## EXERCISE REQUIREMENTS
Look below for the line containing "0,579px 0,570px 28px,570px" and the line containing "8px,869px 19px,839px 63px,839px"; repeat exactly those two lines and all lines between them, and nothing else.

Collected data entries
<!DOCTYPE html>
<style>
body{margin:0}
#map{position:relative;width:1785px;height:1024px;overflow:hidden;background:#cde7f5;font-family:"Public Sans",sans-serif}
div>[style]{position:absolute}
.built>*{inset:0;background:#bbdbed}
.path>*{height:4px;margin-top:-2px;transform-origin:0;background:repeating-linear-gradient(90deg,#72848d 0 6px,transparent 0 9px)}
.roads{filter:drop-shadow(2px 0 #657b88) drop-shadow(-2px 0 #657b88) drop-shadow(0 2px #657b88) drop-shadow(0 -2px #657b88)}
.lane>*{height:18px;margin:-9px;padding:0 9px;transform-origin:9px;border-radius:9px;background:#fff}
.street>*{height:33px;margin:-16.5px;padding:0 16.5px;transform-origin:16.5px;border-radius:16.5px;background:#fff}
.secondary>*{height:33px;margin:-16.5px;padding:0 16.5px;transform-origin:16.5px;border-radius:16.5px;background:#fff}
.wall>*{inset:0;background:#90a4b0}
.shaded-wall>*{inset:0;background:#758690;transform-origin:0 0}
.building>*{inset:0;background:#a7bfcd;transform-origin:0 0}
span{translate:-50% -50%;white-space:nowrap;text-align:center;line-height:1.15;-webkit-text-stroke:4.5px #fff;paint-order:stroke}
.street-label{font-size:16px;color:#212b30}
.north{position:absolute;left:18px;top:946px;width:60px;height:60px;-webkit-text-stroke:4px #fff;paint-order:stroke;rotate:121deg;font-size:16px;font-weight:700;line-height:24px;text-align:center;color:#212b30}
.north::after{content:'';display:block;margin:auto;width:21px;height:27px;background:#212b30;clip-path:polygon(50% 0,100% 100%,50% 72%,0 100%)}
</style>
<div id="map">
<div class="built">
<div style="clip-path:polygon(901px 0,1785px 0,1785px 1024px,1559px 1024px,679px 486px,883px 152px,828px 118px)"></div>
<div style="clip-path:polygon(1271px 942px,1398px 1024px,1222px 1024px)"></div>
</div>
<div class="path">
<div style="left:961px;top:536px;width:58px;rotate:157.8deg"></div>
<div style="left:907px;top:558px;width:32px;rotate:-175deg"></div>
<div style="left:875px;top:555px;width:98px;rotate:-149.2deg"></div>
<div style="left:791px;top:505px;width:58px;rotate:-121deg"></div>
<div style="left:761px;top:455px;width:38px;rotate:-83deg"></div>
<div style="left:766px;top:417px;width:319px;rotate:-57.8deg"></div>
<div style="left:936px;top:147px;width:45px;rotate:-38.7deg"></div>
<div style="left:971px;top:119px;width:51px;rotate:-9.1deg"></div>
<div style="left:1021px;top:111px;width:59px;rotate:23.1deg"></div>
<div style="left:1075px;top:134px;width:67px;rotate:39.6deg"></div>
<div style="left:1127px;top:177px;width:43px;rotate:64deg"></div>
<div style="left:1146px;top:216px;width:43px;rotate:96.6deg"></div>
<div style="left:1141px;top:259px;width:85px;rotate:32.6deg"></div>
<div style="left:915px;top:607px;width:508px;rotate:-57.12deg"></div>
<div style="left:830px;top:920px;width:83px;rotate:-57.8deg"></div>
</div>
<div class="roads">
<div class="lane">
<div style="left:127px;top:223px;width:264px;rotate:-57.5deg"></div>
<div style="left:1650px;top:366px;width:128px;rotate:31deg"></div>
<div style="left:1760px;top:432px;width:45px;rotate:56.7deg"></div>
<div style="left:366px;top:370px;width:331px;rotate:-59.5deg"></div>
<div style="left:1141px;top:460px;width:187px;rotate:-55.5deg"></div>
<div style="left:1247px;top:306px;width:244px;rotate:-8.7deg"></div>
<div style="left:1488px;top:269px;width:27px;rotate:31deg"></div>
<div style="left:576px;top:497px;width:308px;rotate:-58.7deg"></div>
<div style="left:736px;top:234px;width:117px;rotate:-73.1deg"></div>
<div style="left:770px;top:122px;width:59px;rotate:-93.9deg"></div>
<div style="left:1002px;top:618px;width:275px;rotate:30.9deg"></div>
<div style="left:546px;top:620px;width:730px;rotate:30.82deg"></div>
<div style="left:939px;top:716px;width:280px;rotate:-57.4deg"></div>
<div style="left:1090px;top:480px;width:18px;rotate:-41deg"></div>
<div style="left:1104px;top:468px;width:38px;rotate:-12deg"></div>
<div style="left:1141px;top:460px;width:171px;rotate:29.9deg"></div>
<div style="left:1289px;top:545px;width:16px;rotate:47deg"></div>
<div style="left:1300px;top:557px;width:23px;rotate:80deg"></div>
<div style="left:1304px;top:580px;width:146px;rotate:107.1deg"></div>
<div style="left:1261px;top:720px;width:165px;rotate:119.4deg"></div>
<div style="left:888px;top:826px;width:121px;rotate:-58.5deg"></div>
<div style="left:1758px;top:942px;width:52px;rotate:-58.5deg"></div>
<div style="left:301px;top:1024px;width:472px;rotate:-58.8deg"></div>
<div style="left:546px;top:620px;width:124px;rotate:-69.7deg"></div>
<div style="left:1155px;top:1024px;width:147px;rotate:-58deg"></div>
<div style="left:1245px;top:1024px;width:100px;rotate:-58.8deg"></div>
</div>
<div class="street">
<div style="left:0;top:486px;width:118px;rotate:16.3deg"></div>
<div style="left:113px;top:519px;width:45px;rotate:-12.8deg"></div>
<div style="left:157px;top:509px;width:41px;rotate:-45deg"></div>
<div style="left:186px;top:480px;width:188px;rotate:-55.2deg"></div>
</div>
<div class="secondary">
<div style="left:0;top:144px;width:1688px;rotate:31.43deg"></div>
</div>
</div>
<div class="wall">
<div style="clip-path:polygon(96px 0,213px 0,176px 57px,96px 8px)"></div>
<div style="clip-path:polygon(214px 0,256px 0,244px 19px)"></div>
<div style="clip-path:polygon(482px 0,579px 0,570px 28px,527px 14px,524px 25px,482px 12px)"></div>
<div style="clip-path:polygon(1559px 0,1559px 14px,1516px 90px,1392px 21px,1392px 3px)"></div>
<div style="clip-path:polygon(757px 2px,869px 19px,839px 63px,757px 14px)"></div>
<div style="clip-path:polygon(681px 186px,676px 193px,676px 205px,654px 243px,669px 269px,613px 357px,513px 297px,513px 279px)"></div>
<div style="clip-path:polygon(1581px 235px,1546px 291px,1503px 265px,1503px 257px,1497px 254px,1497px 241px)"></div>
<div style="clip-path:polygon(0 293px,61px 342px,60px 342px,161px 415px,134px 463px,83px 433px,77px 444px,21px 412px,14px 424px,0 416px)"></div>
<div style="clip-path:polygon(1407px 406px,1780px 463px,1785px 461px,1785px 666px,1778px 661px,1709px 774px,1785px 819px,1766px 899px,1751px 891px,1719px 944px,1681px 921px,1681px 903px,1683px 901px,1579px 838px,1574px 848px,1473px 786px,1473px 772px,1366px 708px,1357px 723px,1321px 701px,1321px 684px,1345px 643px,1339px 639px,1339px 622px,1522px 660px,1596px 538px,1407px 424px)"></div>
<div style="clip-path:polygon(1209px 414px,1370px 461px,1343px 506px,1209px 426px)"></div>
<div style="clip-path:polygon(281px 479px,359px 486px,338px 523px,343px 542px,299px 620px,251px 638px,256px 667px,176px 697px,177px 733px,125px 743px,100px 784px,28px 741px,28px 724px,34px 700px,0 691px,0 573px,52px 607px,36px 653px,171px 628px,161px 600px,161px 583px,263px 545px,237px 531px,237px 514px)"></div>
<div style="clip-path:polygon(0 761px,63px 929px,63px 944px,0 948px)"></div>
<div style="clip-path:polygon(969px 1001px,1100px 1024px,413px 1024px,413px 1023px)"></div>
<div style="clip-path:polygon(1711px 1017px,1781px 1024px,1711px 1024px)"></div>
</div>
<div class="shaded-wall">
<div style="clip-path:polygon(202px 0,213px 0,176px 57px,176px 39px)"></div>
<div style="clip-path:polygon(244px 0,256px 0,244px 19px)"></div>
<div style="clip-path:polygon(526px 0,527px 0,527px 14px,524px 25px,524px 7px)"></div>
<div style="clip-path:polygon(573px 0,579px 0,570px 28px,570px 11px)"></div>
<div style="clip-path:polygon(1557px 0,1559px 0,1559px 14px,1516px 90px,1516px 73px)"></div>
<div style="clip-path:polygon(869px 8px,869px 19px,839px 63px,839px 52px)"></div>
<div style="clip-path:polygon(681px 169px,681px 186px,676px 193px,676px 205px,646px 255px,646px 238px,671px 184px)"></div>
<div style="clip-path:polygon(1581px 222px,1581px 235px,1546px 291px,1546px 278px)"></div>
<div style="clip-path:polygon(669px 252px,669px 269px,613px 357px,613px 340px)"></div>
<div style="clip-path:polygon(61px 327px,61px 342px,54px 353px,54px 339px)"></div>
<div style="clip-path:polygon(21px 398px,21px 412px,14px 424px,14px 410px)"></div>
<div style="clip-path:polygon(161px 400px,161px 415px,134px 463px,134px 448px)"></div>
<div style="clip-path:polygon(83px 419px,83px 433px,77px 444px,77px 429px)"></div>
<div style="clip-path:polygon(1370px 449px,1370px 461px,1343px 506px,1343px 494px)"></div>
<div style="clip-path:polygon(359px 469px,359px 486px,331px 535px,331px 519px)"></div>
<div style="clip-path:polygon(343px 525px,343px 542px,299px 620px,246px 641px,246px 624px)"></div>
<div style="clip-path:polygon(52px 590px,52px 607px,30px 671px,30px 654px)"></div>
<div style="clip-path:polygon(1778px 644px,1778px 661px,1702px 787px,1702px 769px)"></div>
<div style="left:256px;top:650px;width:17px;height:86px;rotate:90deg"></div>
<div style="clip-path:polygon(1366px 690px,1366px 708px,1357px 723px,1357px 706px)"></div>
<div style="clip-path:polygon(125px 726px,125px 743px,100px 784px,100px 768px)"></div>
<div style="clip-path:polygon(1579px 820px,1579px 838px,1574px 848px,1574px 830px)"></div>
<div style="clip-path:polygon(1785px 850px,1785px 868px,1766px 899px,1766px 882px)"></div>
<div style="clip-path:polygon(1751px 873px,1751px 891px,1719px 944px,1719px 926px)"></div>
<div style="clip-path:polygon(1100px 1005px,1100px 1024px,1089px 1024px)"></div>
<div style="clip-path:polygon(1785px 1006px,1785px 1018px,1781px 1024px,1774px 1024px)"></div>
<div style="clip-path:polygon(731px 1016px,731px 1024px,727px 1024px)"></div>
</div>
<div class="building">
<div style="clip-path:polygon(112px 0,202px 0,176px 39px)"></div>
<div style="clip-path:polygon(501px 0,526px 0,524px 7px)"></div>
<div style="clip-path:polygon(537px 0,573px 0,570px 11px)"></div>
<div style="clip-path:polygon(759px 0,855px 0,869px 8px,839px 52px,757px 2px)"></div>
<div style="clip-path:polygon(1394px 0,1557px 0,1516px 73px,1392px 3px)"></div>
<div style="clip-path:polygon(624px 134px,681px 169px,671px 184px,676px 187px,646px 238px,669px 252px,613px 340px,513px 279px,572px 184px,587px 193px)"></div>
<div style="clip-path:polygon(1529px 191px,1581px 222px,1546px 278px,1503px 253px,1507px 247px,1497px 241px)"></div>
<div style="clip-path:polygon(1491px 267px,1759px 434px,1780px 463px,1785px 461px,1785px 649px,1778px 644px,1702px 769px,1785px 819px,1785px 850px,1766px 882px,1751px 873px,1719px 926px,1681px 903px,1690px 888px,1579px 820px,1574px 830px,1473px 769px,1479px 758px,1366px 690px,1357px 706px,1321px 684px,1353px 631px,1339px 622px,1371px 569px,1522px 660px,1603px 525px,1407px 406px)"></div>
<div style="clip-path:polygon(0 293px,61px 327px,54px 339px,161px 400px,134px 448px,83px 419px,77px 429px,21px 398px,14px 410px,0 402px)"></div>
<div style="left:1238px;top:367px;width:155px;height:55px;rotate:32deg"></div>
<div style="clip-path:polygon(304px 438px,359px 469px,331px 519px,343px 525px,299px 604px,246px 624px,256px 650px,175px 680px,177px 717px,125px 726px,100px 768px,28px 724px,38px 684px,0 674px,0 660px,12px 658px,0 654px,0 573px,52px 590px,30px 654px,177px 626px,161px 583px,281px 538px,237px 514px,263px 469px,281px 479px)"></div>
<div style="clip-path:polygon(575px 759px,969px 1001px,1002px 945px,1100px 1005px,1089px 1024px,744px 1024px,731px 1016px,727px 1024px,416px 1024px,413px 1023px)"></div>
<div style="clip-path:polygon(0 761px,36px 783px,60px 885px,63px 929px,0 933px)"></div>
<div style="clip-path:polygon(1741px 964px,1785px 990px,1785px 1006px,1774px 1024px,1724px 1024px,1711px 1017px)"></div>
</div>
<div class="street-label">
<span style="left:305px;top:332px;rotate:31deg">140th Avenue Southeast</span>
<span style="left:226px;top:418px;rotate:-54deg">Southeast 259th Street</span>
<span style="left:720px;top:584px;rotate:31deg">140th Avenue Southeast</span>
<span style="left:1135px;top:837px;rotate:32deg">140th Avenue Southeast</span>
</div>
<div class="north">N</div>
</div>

## ANSWER TO THE PROBLEM
<div style="clip-path:polygon(573px 0,579px 0,570px 28px,570px 11px)"></div>
<div style="clip-path:polygon(1557px 0,1559px 0,1559px 14px,1516px 90px,1516px 73px)"></div>
<div style="clip-path:polygon(869px 8px,869px 19px,839px 63px,839px 52px)"></div>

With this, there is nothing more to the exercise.